Can you reuse the head bolts if your changing the head? Its a 91 corolla 1.6. Should I reuse the ones on my old head or the ones off the new used head from a junkyard? Or what should I do about this?
Can you reuse the head bolts if your changing the head? Its a 91 corolla 1.6. Should I reuse the ones on my old head or the ones off the new used head from a junkyard? Or what should I do about this?
I don't know Toyota's but I just changed the head gaskets on my 97 gmc. I know from that, that if the specs say to tighten too x amount of ftlbs and then x degrees more than that means they stretch. This is also called "Torque to Yield" If they do this than do not reuse you wouldn't get the proper tension across the head and it would probably leak.
If You Do Decied To Reuse Your Head Bolts Or A Junkyard Bolt, Tips On Finding A Good Set Is, 1 - Get Then Out Of A Recked Car( A Car With No Body Damage Is A Good Sign Of Engine Problem)2- Take Them Out Of The Same Engine Less Miles Then Yours. 3 - You Can Just Buy The Oem Head Bolts.

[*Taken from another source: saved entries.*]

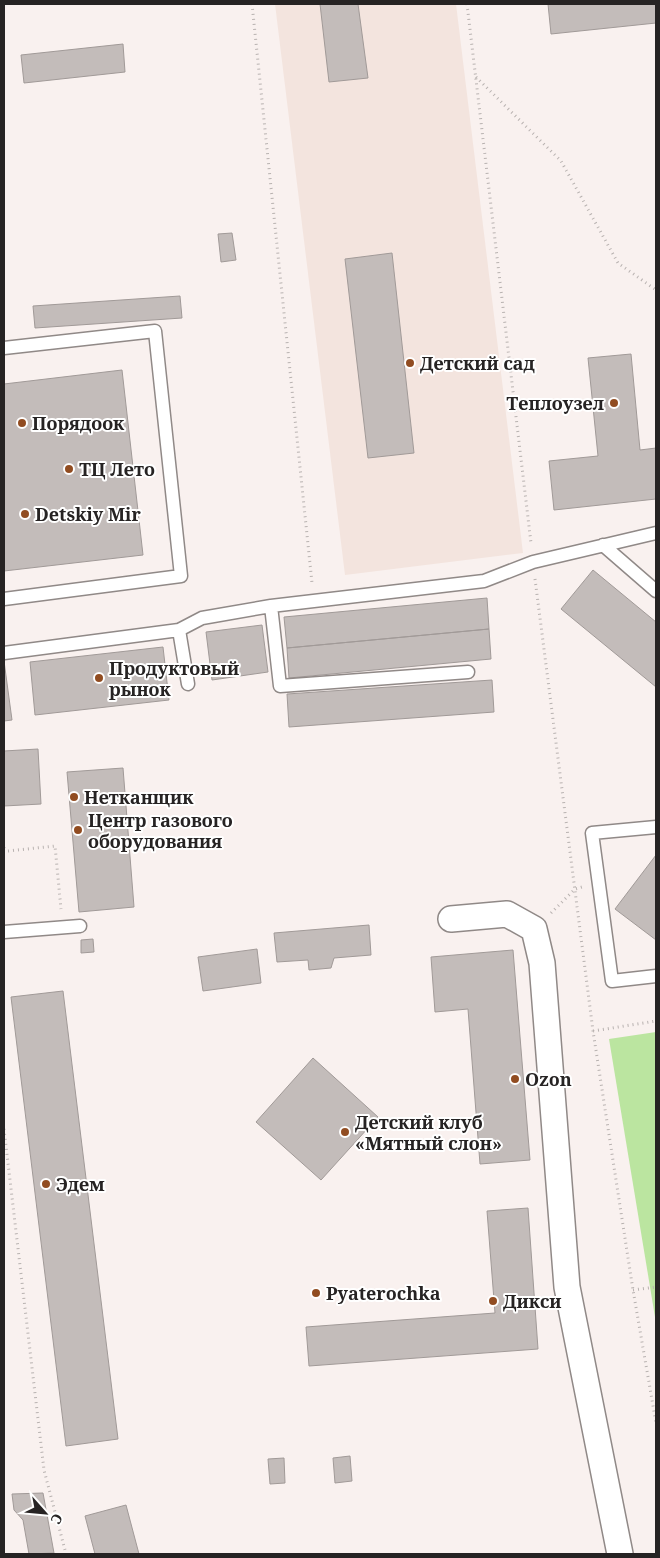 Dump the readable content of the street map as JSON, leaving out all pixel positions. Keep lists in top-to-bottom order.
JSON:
{
  "places": [
    "Детский сад",
    "Теплоузел",
    "Порядоок",
    "ТЦ Лето",
    "Detskiy Mir",
    "Продуктовый рынок",
    "Нетканщик",
    "Центр газового оборудования",
    "Ozon",
    "Детский клуб «Мятный слон»",
    "Эдем",
    "Pyaterochka",
    "Дикси"
  ],
  "north": "bottom right"
}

The non-OEM headbolts I just looked up at Rockauto were $33.79.
One thing I'd recommend either way is getting one extra head bolt and filing a couple vertical grooves down the threads and use that as a thread cleaner.
To be honest, with an engine this low powered and cheap, I'd just reuse the old head bolts.
Well, I reused them and I have coolant bubbling in my resevoir. I used a new head gasket, the old one looked fine but i still used a new one. i was thinking either i shouldn't have used the old ones and have caused warpage, or there is air in the cooling system, since i did have to change the radiator and removed all coolant hoses upon changing the head.
Quote:
Originally Posted by heartdisease
they were only $10 a box for my GMC
Why chance wasting all your time?
Where can I get a set for mine?
Quote:
Originally Posted by Flashmn
1st gen headbolts are reusable, they only tighten to torque specs (eg. 20nm, 40nm, 60nm).
2nd gen headbolts are non-reusable, they tighten to torque and then degrees, which stretches them (eg, 20nm, 40nm, 90deg, 90deg)
I'd rather just pick up a tap, rather than doing something weird with the bolt and f'n up the threads in the block.
A tap will mess up the threads much worse than my idea. Taps are designed to cut new threads, not clean existing ones.
If you cut vertical grooves (or grind flat a face of the threads) in an existing bolt, you maintain the exact same thread profile but add empty areas that can collect scraped gunk. Run this bolt into the threads a few times and blow it out with compressed air -- clean bolt hole.
I don't know what year your car is. These are for a 1990 corolla. I used a bottoming tap on my gmc. It was about 4 dollars online. Noprob. After i was done with my gmc i put the front on jack stands and ran it with the radiator cap off. After waiting for it to cool and then doing it again i've had no problems.